The Fogg behavioral model: B=MxAxT
Behaviors are specific. “Quitting smoking” or “losing weight” is not a behavior. A behavior is “smoking every day after lunch” or “eating something sweet after dinner.”
Changing behaviors is hard and can be a lifetime struggle. People who have difficulty losing weight will spend a lifetime struggling to lose weight. Recidivism in smoking-cessation is dramatic and most smokers require 9-10 attempts before they will finally quit smoking.
There is a spectrum from a conscious behavioral change to a (sub)conscious habit to an (un)conscious reflex. Moving a desired behavior from one end of the scale to the other is a slow and continuous process.
Generating a positive emotional state immediately in response to a change in behavior is critical in making that behavior lasting. Positive emotional states can be as simple as expressions of positivity, or the receipt of unanticipated praise/recognition. Financial rewards and repetitive stimuli rarely have a lasting impact in behavior matainenance.
Identifying the (often unconscious) Triggers are key to altering a behavior. Triggers are often environmental, which is why changing the built environment in the home or the office (placing exercise equipment everywhere; banishing high-calorie snacks and replacing them with fruit & nuts) can have a dramatic effect on habit formation.
Generating a specific Activity in response to an undesired behavior is hard and a better attempt is to chose a very simple activity (a “tiny habit”) which can be completed quickly requiring little cognitive load. Generating praise for the completion of the tiny habit (even if it feels false) tricks the mind into rewarding itself for each subsequent iteration of the habit.
Cognitive load (self-dicipline) is like a muscle: it needs to be continually worked out to become strong and is easily exhausted. Attempting to perform many cognitively demanding behaviors results in faulty behaviors as one’s will-power progressively declines.

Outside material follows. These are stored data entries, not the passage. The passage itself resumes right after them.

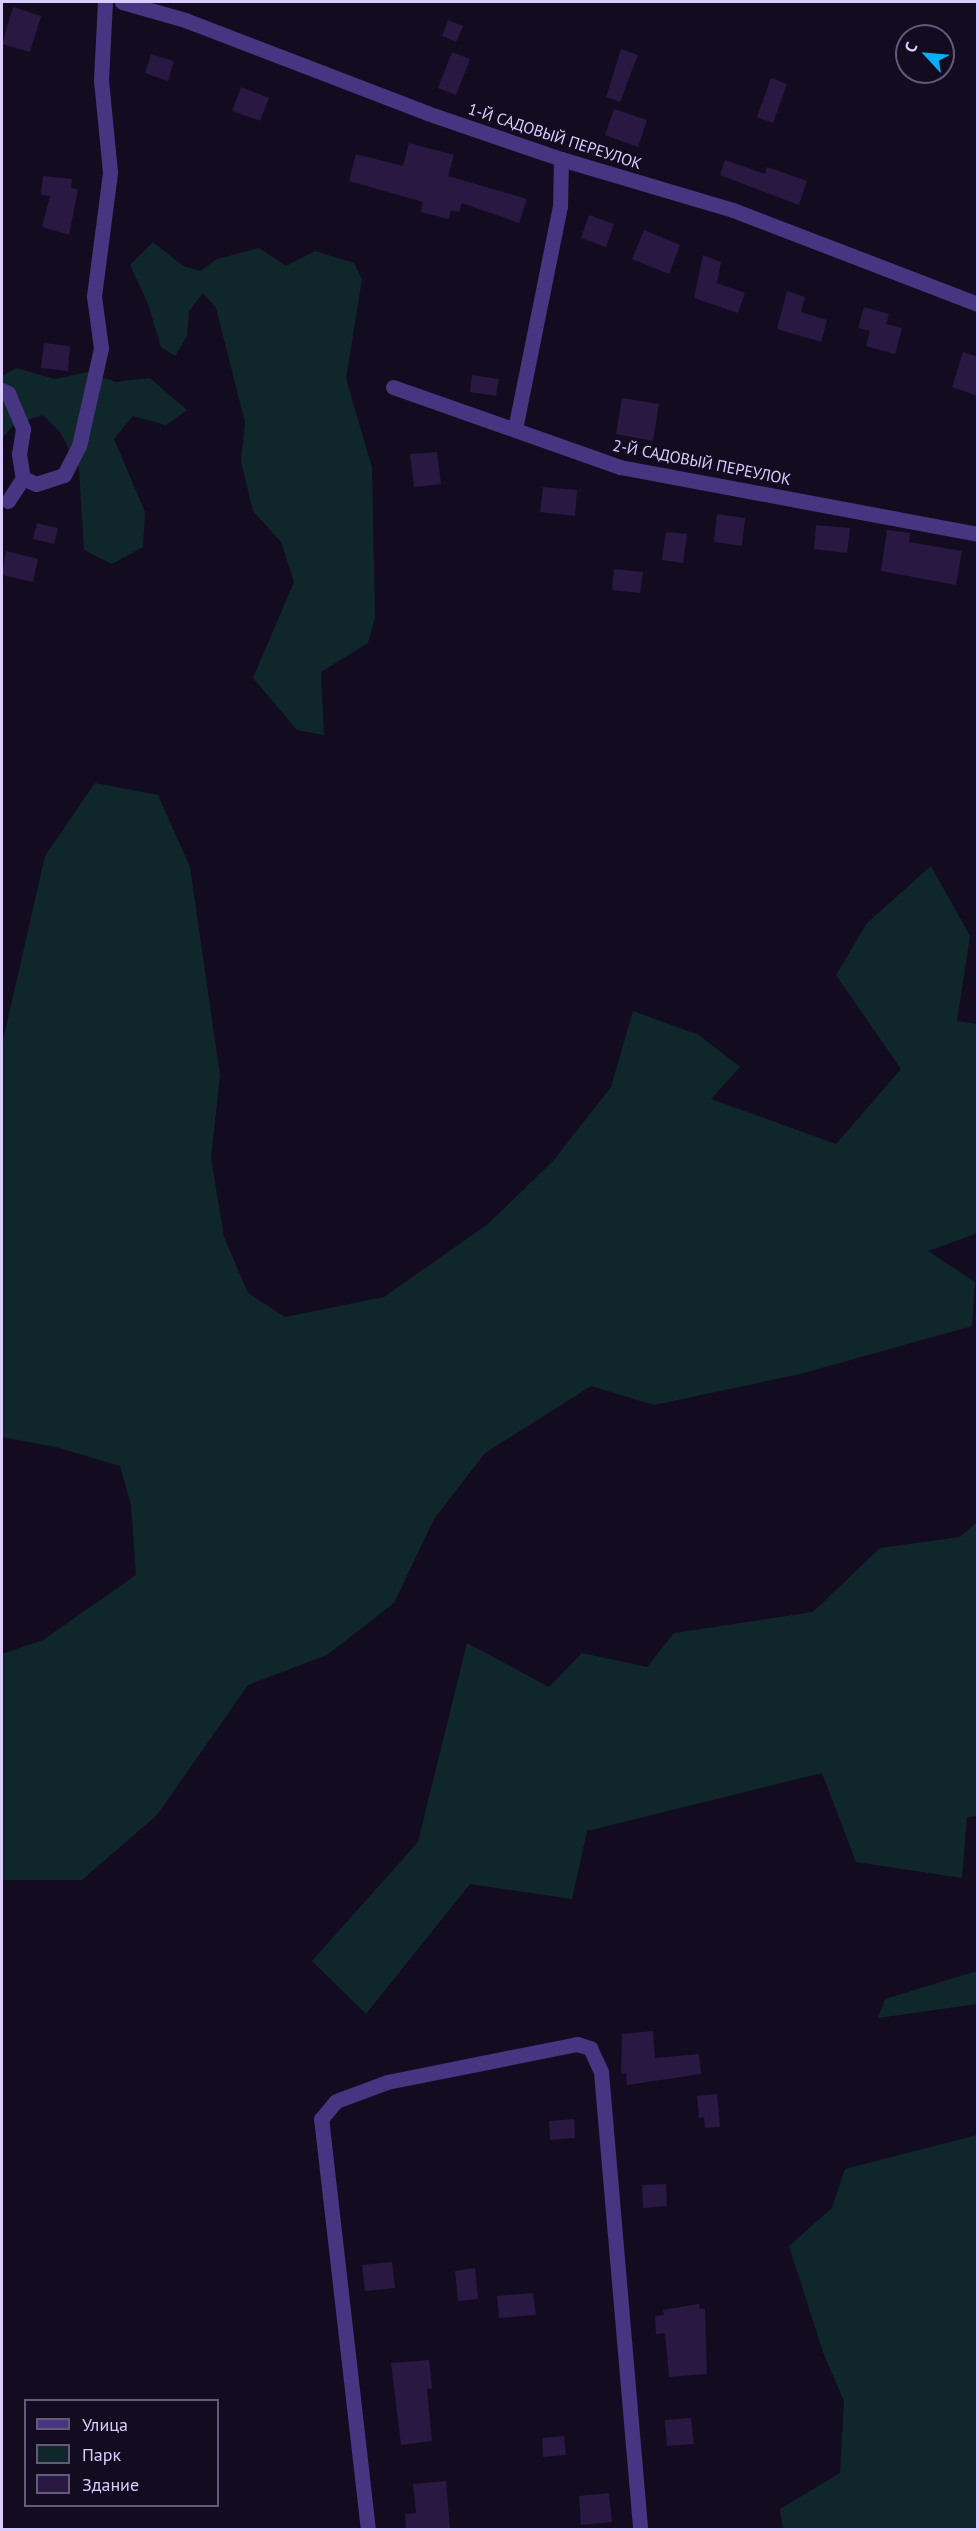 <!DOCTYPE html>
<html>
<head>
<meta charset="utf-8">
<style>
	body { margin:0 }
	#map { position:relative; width:979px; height:2531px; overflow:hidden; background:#130c20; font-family:"PT Sans",sans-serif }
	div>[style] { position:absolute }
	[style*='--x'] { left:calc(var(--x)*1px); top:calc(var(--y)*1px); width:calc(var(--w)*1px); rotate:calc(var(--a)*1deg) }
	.green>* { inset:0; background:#0f262b }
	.building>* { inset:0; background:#281842 }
	.minor>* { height:15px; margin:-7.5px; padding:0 7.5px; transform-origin:7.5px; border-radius:7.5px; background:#473581 }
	span { translate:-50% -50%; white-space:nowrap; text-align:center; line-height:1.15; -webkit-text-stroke:4.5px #130c20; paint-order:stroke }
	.street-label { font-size:16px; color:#dbccff }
	.frame { position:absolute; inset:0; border:3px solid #dbccff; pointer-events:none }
	.legend { position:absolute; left:24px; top:2399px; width:195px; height:108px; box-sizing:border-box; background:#130c20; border:2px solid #635979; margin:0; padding:8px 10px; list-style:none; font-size:18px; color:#dbccff }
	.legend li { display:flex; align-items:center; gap:12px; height:30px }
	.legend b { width:30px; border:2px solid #635979 }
	.north { position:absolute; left:895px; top:24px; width:60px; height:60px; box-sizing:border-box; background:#130c20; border:2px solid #635979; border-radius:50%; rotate:296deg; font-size:16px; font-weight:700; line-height:24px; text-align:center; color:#dbccff }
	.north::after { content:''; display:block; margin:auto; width:21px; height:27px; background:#00aff7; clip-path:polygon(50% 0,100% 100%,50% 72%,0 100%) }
</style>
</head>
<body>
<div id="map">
	<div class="green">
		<i style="clip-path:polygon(153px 242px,183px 266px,200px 271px,217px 259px,259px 248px,286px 266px,315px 251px,354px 263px,362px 279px,346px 379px,372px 467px,375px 618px,368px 643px,321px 672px,324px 735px,297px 730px,253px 678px,294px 582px,281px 542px,253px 511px,241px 462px,245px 422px,216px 308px,203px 293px,189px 311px,187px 336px,175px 356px,161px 347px,148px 304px,130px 265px)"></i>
		<i style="clip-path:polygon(16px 368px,55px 379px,87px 372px,116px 382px,150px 378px,187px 410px,166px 425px,133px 416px,114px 439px,145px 512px,143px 547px,112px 564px,84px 550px,79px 468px,60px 432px,43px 415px,15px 424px,2px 438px,2px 376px)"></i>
		<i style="clip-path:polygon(95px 783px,158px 795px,190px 867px,220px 1075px,211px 1158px,224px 1237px,248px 1293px,285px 1317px,384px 1297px,488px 1224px,553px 1161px,611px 1087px,633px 1011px,699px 1035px,740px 1067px,711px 1099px,836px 1144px,901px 1069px,836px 975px,867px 923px,931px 866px,970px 936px,957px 1021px,977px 1024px,978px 1233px,928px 1251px,975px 1282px,972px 1326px,800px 1374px,654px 1405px,591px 1386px,485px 1453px,434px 1519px,394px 1603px,327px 1655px,248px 1685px,157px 1815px,82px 1880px,3px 1880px,2px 1654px,43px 1640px,136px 1575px,131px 1505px,120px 1466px,56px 1447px,2px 1437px,2px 1045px,45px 856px)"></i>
		<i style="clip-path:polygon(977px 1522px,978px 1816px,967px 1817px,962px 1878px,856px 1862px,822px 1773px,587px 1831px,572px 1899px,470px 1884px,366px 2014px,312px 1961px,418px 1842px,467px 1643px,549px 1687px,582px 1653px,647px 1667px,674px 1633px,813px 1612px,880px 1548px,960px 1537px)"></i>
		<i style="clip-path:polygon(977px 1971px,977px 2004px,878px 2018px,885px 1999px)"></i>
		<i style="clip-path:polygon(977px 2135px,977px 2529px,783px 2529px,780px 2509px,840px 2473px,844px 2401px,823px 2352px,789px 2246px,832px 2208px,845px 2169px)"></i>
	</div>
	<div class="building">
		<i style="clip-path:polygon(13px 7px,41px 16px,30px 52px,2px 44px)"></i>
		<i style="clip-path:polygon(448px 20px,463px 26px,456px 42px,442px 36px)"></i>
		<i style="clip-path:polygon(621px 49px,638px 55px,620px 102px,606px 97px)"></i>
		<i style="clip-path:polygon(452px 52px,470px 59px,456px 95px,438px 88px)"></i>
		<i style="clip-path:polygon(151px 54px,174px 61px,168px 81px,145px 73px)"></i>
		<i style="clip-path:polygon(771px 78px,787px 84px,773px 123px,757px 117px)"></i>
		<i style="clip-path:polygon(241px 87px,269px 98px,260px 121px,232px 111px)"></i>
		<i style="clip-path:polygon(614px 109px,647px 120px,638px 147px,605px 135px)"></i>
		<i style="clip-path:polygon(409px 143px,454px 155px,448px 176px,527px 199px,519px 223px,462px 203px,459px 212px,451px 210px,449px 219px,421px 212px,423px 202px,349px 181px,356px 154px,403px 166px)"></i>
		<i style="clip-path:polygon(725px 160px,765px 174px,767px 167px,807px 181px,799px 205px,720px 175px)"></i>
		<i style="clip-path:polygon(43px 176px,72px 179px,71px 188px,78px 189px,69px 235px,42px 227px,50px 196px,41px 195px)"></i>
		<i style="clip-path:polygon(589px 215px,614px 224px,606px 247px,581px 238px)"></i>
		<i style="clip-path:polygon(644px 230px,680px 245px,669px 274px,632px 259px)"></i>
		<i style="clip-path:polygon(703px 255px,721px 262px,717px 283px,745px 293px,738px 313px,694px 298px)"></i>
		<i style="clip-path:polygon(787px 291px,805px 297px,801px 312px,827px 320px,821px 342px,777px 329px)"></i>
		<i style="clip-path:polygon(864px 307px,889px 314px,886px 324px,902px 328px,895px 354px,866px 346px,870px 331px,858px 328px)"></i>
		<i style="clip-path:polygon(44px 343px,70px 346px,68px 371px,41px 368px)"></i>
		<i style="clip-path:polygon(963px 352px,978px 357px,978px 396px,952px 387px)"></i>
		<i style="clip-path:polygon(472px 375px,499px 379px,496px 396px,470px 392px)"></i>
		<i style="clip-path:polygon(622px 398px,659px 404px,653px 441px,616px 434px)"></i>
		<i style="clip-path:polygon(437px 452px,441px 484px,414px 487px,410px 454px)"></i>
		<i style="clip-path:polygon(543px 487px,577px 490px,575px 516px,540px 512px)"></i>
		<i style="clip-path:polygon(717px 514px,745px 518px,742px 546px,714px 542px)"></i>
		<i style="clip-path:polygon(37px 523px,58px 528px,54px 544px,33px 539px)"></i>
		<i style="clip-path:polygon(816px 525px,850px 528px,847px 553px,814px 549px)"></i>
		<i style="clip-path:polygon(887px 530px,910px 533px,909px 542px,962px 551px,956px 585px,881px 571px)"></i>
		<i style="clip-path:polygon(666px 532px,687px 534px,683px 563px,662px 560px)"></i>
		<i style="clip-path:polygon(6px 551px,38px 559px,33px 582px,2px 575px)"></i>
		<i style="clip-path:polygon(614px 569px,643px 572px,640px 593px,612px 590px)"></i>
		<i style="clip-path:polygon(653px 2031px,655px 2058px,699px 2054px,701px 2074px,627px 2085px,626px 2073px,621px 2074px,622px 2034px)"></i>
		<i style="clip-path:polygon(717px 2094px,720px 2127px,705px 2128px,704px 2117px,699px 2118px,697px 2096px)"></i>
		<i style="clip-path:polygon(574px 2119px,575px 2138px,550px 2140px,549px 2121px)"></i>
		<i style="clip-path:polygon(666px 2184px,667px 2206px,643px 2208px,642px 2185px)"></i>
		<i style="clip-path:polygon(392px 2262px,395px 2288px,365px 2291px,362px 2265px)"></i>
		<i style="clip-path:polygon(475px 2268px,478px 2299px,458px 2301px,455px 2271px)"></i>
		<i style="clip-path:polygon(533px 2293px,536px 2315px,499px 2318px,497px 2296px)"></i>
		<i style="clip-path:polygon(699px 2304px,700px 2309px,705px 2309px,707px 2374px,669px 2377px,665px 2333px,656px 2334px,655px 2316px,664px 2315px,663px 2310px)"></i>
		<i style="clip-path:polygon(429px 2360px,432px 2388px,427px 2389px,432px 2441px,401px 2445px,391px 2363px)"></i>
		<i style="clip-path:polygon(691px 2418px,694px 2444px,667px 2446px,665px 2420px)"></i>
		<i style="clip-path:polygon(564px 2436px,566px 2455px,543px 2457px,542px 2438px)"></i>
		<i style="clip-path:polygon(446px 2481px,450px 2529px,406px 2529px,405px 2514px,416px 2513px,413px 2484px)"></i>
		<i style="clip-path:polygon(609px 2493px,612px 2522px,581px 2525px,579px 2496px)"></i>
	</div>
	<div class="minor">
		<i style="--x:122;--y:2;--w:66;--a:15.9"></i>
		<i style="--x:185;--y:20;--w:259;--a:21"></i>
		<i style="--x:427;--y:113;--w:142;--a:18.9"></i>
		<i style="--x:561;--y:159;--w:179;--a:16.5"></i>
		<i style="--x:733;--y:210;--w:262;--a:21"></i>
		<i style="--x:393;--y:387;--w:241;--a:19.4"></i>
		<i style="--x:620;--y:467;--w:364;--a:10.6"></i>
		<i style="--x:2;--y:390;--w:7;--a:27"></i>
		<i style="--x:8;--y:393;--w:39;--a:67"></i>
		<i style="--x:23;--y:429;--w:25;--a:99"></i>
		<i style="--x:19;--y:454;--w:24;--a:81"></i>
		<i style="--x:515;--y:429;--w:227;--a:-78.6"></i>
		<i style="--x:560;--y:206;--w:47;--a:-88.8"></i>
		<i style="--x:8;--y:501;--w:27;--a:-57"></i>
		<i style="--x:23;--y:478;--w:14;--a:25"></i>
		<i style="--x:36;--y:484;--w:29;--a:-18"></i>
		<i style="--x:64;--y:475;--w:33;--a:-63"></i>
		<i style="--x:79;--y:446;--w:100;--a:-77.3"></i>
		<i style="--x:101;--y:348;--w:52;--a:-97.7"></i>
		<i style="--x:94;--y:296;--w:125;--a:-82.6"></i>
		<i style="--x:110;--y:172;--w:92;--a:-95.6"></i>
		<i style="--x:101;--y:80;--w:78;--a:-87.1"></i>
		<i style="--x:368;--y:2530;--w:414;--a:-96.5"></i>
		<i style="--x:321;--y:2119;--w:23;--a:-50"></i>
		<i style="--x:336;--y:2101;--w:54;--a:-20.4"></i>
		<i style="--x:387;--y:2082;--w:194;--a:-11.3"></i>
		<i style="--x:577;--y:2044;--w:14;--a:17"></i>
		<i style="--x:590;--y:2048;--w:26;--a:65"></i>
		<i style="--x:601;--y:2072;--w:460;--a:85.1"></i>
	</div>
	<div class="street-label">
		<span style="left:555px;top:136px;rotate:18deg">1-Й САДОВЫЙ ПЕРЕУЛОК</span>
		<span style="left:702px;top:462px;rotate:11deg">2-Й САДОВЫЙ ПЕРЕУЛОК</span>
	</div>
	<div class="frame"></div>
	<ul class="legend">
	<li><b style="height:8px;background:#473581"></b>Улица</li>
	<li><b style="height:16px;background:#0f262b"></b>Парк</li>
	<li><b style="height:16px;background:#281842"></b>Здание</li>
	</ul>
	<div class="north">С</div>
</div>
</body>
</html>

Community and Social Network are essential to the success of long-term behavior modification. People mirror the behaviors of others, particularly those they perceive as being in their peer group. Many behavioral characteristics (loneliness in seniors, for example), can be alleviated by creating social groups focused around a pleasant activity that have as a byproduct the alleviation of undesired behavior (cooking circles, for example.) Finding peer groups that exhibit a desired behavior and associating with them is a major driver to adopting that behavior.